I have an XML document, and I am trying to separate the nodes from each other. I want the root node alone, then the second node alone, and then a list of the nodes that exists within the second nodes. I have run into the problem where when I remove nodes from the second node or main node, my list becomes empty. I don't understand why this happens, especially because of this weird behavior below.
class Program
{
static void Main(string[] args)
{
XmlDocument doc = new XmlDocument();
doc.Load(@"C:\Users\Username\Desktop\Diagram.xml");
XmlNode rootNode = doc.DocumentElement;
XmlNode secondNode = doc.SelectSingleNode(rootNode.Name + "/root");
XmlNodeList nodelist = doc.SelectNodes("//root/mxCell");
Console.WriteLine("-----------------------------------------");
Console.WriteLine(RemoveChildren(rootNode).OuterXml);
Console.WriteLine("-----------------------------------------");
Console.WriteLine(RemoveChildren(secondNode).OuterXml);
Console.WriteLine("-----------------------------------------");
//Console.WriteLine(rootNode.OuterXml);
Console.WriteLine(nodelist.Count); //Becomes 0
if (nodelist != null && nodelist.Count > 0)
{
foreach (XmlNode n in nodelist)
{
Console.WriteLine(n.OuterXml);
}
}
Console.ReadLine();
}
private static XmlNode RemoveChildren(XmlNode n) {
while (n.FirstChild != null)
{
n.RemoveChild(n.FirstChild);
}
return n;
}
}
If I run this code, my nodelist.count is going to become 0. Why does the nodelist become 0, but why can I still access the second node?

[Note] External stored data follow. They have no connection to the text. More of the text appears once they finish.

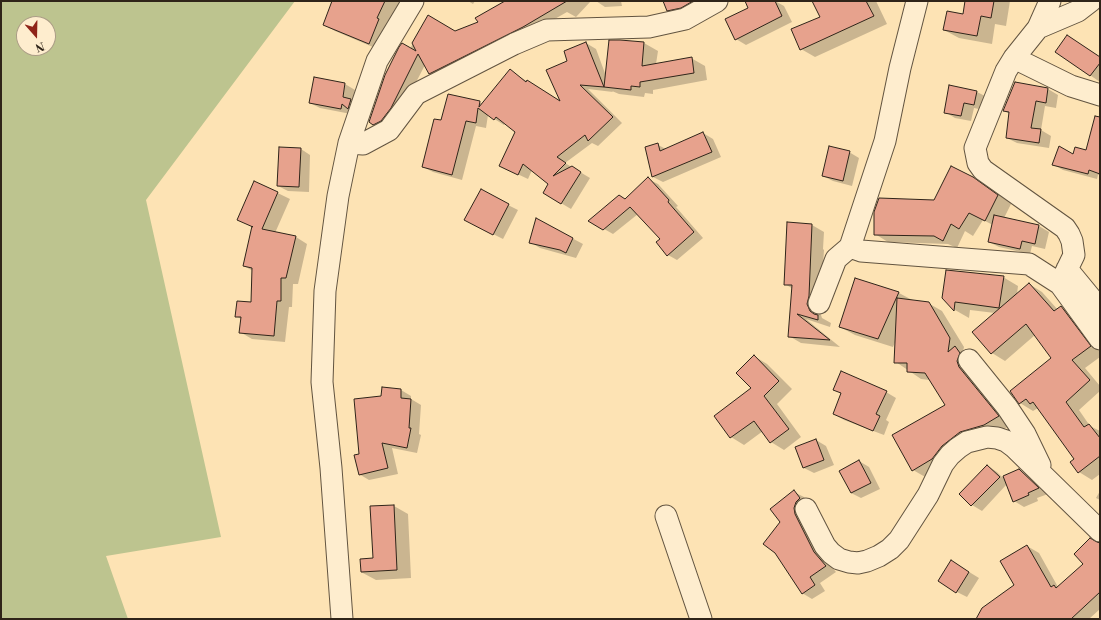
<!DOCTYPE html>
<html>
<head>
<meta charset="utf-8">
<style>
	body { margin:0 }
	#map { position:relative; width:1101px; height:620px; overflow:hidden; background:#fde3b4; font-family:"Libre Bodoni",serif }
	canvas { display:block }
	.frame { position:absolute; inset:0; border:2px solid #2f2419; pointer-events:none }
	.north { position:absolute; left:16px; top:16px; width:40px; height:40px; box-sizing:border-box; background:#feedce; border:1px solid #ab9d86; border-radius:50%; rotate:160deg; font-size:11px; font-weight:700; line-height:16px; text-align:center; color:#2f2419 }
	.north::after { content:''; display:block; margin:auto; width:14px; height:18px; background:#8f2418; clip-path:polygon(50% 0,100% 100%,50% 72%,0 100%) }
</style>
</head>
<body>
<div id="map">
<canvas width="1101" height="620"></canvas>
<div class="frame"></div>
<div class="north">N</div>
</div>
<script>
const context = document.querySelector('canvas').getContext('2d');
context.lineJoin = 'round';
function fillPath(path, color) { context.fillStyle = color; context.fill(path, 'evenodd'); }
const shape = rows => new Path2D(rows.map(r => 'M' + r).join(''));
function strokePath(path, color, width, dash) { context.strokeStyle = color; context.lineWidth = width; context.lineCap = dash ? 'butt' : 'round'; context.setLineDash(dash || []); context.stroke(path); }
const green = shape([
	[1,1,295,1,146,200,221,537,106,556,128,619,1,619],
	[24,24,48,24,48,48,24,48]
]);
const shadow = shape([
	[347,1,401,1,380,50,335,31,324,25],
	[468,1,475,1,473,4],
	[507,1,591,1,576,17,567,12,532,32,439,79,430,73,425,65,400,113,383,130,370,122,428,16,455,32,479,22],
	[596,1,621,1,622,6,605,7],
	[666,1,706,1,677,16,668,10],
	[752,1,775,1,784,6,792,22,746,45,736,39],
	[813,1,876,1,887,24,815,57,801,49,821,18],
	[966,1,1010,1,1006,26,995,24,992,44,959,38,944,30,964,15],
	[1067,36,1100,57,1100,82,1056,52],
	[620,41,644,43,658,51,656,64,691,58,705,66,707,80,653,90,653,94,645,93,644,97,619,94,612,91,613,92,588,89,622,123,598,146,592,143,565,163,590,178,571,209,544,193,550,184,532,170,528,179,511,171,517,132,505,123,504,125,488,115,486,128,476,126,462,180,433,172,423,167,442,122,479,102,483,104,510,71,563,103,569,61,586,43,596,49,606,76],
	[315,78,345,84,355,90,351,114,320,108,310,103],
	[1015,83,1048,89,1058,95,1056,108,1045,106,1041,130,1051,136,1049,148,1017,143,1007,138,1010,114,1004,111],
	[977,92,987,97,984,110,974,108,971,121,955,118,945,112],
	[703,133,713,139,721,157,663,182,653,177,646,147,658,145,666,149],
	[1100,148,1100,175,1098,175,1097,179,1063,170,1054,165,1074,155],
	[301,149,310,155,309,192,288,191,278,186],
	[849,152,859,158,852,186,833,181,823,176],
	[973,178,987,186,1011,204,1004,218,1039,226,1049,232,1045,249,1032,246,1030,254,999,247,989,242,993,225,983,220,973,236,965,231,957,248,948,244,888,242,875,234,935,201],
	[648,179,658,184,678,206,676,207,703,238,677,260,668,255,657,242,661,239,638,214,613,234,590,221,625,200],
	[255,182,290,199,275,233,296,237,307,244,298,284,293,284,292,307,289,307,285,342,252,339,240,332,241,319,236,316,252,304,253,271,244,266,253,227,238,219],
	[508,205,518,210,503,239,475,225],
	[536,219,583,244,576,258,540,248,530,242],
	[812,225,824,232,823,249,824,250,820,312,822,318,831,323,830,327,806,319,840,347,801,343,789,336,793,289,785,284],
	[1003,277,1018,286,1017,294,1029,284,1042,292,1058,310,1061,307,1074,315,1100,350,1100,357,1085,368,1100,386,1100,391,1079,410,1090,426,1100,431,1100,474,1092,480,1079,472,1075,460,1038,408,1033,411,1020,403,1053,358,1035,335,1005,361,992,353,973,332,995,313,970,310,969,318,955,310,944,297],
	[855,279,899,293,914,301,928,303,942,311,964,347,963,352,1012,424,927,478,913,470,946,405,930,380,921,379,896,362,896,340,893,347,855,335,840,327],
	[754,356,767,364,792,389,777,404,801,437,784,450,771,442,763,431,744,445,731,437,753,388],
	[382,388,401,390,411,396,411,399,421,405,419,434,421,435,417,453,392,448,398,474,369,480,359,474,360,455,382,397],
	[834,389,886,392,896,398,886,420,889,422,884,435,844,420,834,414,842,394],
	[816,440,826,446,834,465,814,473,804,468],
	[859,461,869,467,880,489,861,498,851,493],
	[988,466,997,472,1002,477,1019,470,1029,476,1048,494,1037,498,1038,501,1024,507,1014,501,1007,484,982,511,972,505],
	[1100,491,1100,500,1096,498],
	[794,492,804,497,810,504,824,558,836,572,820,583,825,591,812,599,802,593,782,522],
	[394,506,408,514,411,578,376,580,361,572,374,559],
	[1100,544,1100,609,1089,619,977,619,1015,585,1027,546,1039,553,1058,587,1085,564],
	[961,567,979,578,967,597,957,592]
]);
const building = shape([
	[332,1,385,1,377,18,379,19,369,44,323,25,332,1],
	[505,1,567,1,523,27,429,74,418,54,391,108,381,121,373,125,369,122,385,75,399,47,402,43,416,51,412,43,428,15,455,31,478,22,475,18,505,1],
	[663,1,693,1,681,8,667,11,663,1],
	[745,1,775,1,782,16,735,40,725,19,748,8,745,1],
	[812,1,866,1,874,16,800,50,791,29,820,17,812,1],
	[965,1,994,1,991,18,981,16,977,36,943,30,947,11,963,14,965,1],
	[1067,35,1100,57,1100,63,1090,76,1055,52,1067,35],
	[609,40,620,40,644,42,642,66,692,57,694,73,640,82,640,87,631,86,631,90,604,87,609,40],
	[586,42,604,87,580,85,613,117,588,141,585,135,557,157,566,163,553,176,572,166,581,172,561,204,543,193,548,184,523,164,518,175,499,166,515,132,496,117,494,120,478,108,476,123,466,121,452,175,422,167,434,119,441,120,448,94,480,101,479,107,510,69,526,82,527,80,560,101,546,70,567,61,564,51,586,42],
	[314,77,345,83,343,97,351,99,348,109,342,104,341,109,309,103,314,77],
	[1015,82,1048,88,1046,103,1036,101,1031,128,1041,129,1039,143,1006,138,1009,112,1003,111,1015,82],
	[949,85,977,91,974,105,964,103,961,116,944,113,949,85],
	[1095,116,1100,117,1100,174,1089,170,1088,174,1052,165,1059,146,1073,154,1075,147,1086,150,1095,116],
	[703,132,712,152,652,177,645,147,658,143,660,151,703,132],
	[829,146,850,151,843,181,822,176,829,146],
	[279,147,301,148,299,187,277,186,279,147],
	[951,166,973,177,998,195,985,221,969,213,959,229,951,224,943,241,934,236,874,235,874,212,879,198,934,200,951,166],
	[648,177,669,200,668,202,694,232,667,256,656,242,660,239,630,207,603,230,588,221,619,195,625,199,648,177],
	[254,181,278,192,262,229,296,236,286,278,281,278,281,301,277,301,274,336,239,333,241,317,235,317,237,301,251,302,252,268,243,266,252,226,253,227,237,220,254,181],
	[481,189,509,204,493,235,464,220,481,189],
	[994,215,1039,225,1035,244,1022,241,1020,249,988,242,994,215],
	[536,218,573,238,566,253,560,250,529,243,536,218],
	[787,222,812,224,809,296,807,304,810,311,814,314,818,315,818,320,797,314,830,340,788,337,792,285,784,285,787,222],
	[946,270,1004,276,999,308,955,302,954,311,942,298,946,270],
	[855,278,899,292,878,339,839,327,855,278],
	[1029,283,1054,311,1061,306,1091,346,1072,360,1090,380,1066,402,1084,427,1089,424,1100,438,1100,456,1078,473,1070,462,1074,459,1033,402,1030,404,1026,399,1019,404,1010,391,1051,358,1026,324,991,354,972,332,1029,283],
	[897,298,929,302,950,338,948,352,955,346,960,353,957,361,959,367,999,416,984,425,960,432,942,446,932,459,912,471,892,435,945,405,925,373,907,372,907,363,894,363,897,298],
	[754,355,779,381,764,396,789,429,770,443,754,421,730,438,714,416,751,388,736,373,754,355],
	[841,371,887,391,876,414,880,416,873,431,833,414,841,393,833,390,841,371],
	[382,387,401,389,401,398,411,399,409,428,411,428,407,448,382,443,388,468,359,475,354,455,359,454,354,399,381,396,382,387],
	[816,439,824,460,803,468,795,447,816,439],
	[859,460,871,483,851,493,839,471,859,460],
	[987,465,1000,477,971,506,959,494,987,465],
	[1019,469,1039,488,1028,493,1029,495,1013,502,1003,476,1019,469],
	[794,490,800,498,796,502,794,508,795,514,814,552,826,566,810,577,815,585,802,594,775,553,763,544,780,522,770,509,794,490],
	[394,505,397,570,361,572,360,559,373,558,370,506,394,505],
	[1090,538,1097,542,1100,543,1100,592,1071,619,976,619,982,608,1014,585,1000,561,1027,545,1051,587,1054,585,1056,588,1083,564,1074,554,1090,538],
	[951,560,969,572,956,593,938,581,951,560]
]);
const minor = shape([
	[917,1,900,68,885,141,850,247,861,251,1029,264,1060,284,1100,339],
	[1038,28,1050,1],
	[1014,58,1071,86,1100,95],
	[349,143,363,144,389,130,416,94,514,44,547,30,649,27,685,19,717,1],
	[1067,269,1100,309],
	[1060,284,1074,255,1072,241,1069,234,1065,228,983,170,978,163,975,148,1006,71,1014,58,1038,28,1078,11,1091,1],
	[819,303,836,259,850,247],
	[969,360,1007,407,1025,434,1040,465],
	[806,509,825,546,831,553,839,559,849,562,858,563,867,561,879,556,890,549,899,540,928,495,943,464,950,455,958,448,967,442,987,437,997,438,1006,441,1014,447,1100,531],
	[666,516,701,619],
	[342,619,331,468,322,382,325,291,338,196,349,143,377,61,413,1]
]);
fillPath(green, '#bdc48f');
fillPath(shadow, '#0003');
fillPath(building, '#e7a28d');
strokePath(building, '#2f2419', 1);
strokePath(minor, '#625440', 23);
strokePath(minor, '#feedce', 21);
</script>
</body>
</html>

However, if I add the foreach loop right after doc.SelectNodes("//root/mxCell"); the count is going to become 4.
like this,
class Program
{
static void Main(string[] args)
{
XmlDocument doc = new XmlDocument();
doc.Load(@"C:\Users\Username\Desktop\Diagram.xml");
XmlNode rootNode = doc.DocumentElement;
XmlNode secondNode = doc.SelectSingleNode(rootNode.Name + "/root");
XmlNodeList nodelist = doc.SelectNodes("//root/mxCell");
// Added code here
if (nodelist != null && nodelist.Count > 0)
{
foreach (XmlNode n in nodelist)
{
Console.WriteLine(n.OuterXml);
}
}
// End of added code
Console.WriteLine("-----------------------------------------");
Console.WriteLine(RemoveChildren(rootNode).OuterXml);
Console.WriteLine("-----------------------------------------");
Console.WriteLine(RemoveChildren(secondNode).OuterXml);
Console.WriteLine("-----------------------------------------");
//Console.WriteLine(rootNode.OuterXml);
Console.WriteLine(nodelist.Count); //Becomes 4
if (nodelist != null && nodelist.Count > 0)
{
foreach (XmlNode n in nodelist)
{
Console.WriteLine(n.OuterXml);
}
}
Console.ReadLine();
}
private static XmlNode RemoveChildren(XmlNode n) {
while (n.FirstChild != null)
{
n.RemoveChild(n.FirstChild);
}
return n;
}
}
The count is now 4.
Here is the xml used:
<mxGraphModel dx="1086" dy="596" grid="1" gridSize="10" guides="1" tooltips="1" connect="1" arrows="1" fold="1" page="1" pageScale="1" pageWidth="850" pageHeight="1100" math="0" shadow="0">
<root>
<mxCell id="0"/>
<mxCell id="1" parent="0"/>
<mxCell id="YJb7HCrh72y2aGPrfETQ-1" value="" style="endArrow=classic;html=1;" parent="1" edge="1">
<mxGeometry width="50" height="50" relative="1" as="geometry">
<mxPoint x="130" y="310" as="sourcePoint"/>
<mxPoint x="180" y="260" as="targetPoint"/>
</mxGeometry>
</mxCell>
<mxCell id="YJb7HCrh72y2aGPrfETQ-2" value="" style="endArrow=classic;html=1;" parent="1" edge="1">
<mxGeometry width="50" height="50" relative="1" as="geometry">
<mxPoint x="290" y="270" as="sourcePoint"/>
<mxPoint x="340" y="220" as="targetPoint"/>
</mxGeometry>
</mxCell>
</root>
</mxGraphModel>
The behavior you are observing can be demonstrated more simply as follows. The following unit test will succeed (demo fiddle here):
XmlNodeList nodelist = doc.SelectNodes("*/*"); // Select all children of the root node
RemoveChildren(doc.DocumentElement);
Assert.IsTrue(nodelist.Count == 0); // Passes
While the following will fail:
XmlNodeList nodelist = doc.SelectNodes("*/*"); // Select all children of the root node
Assert.IsTrue(nodelist.Count > 0); // Passes
RemoveChildren(doc.DocumentElement);
Assert.IsTrue(nodelist.Count == 0); // FAILS!?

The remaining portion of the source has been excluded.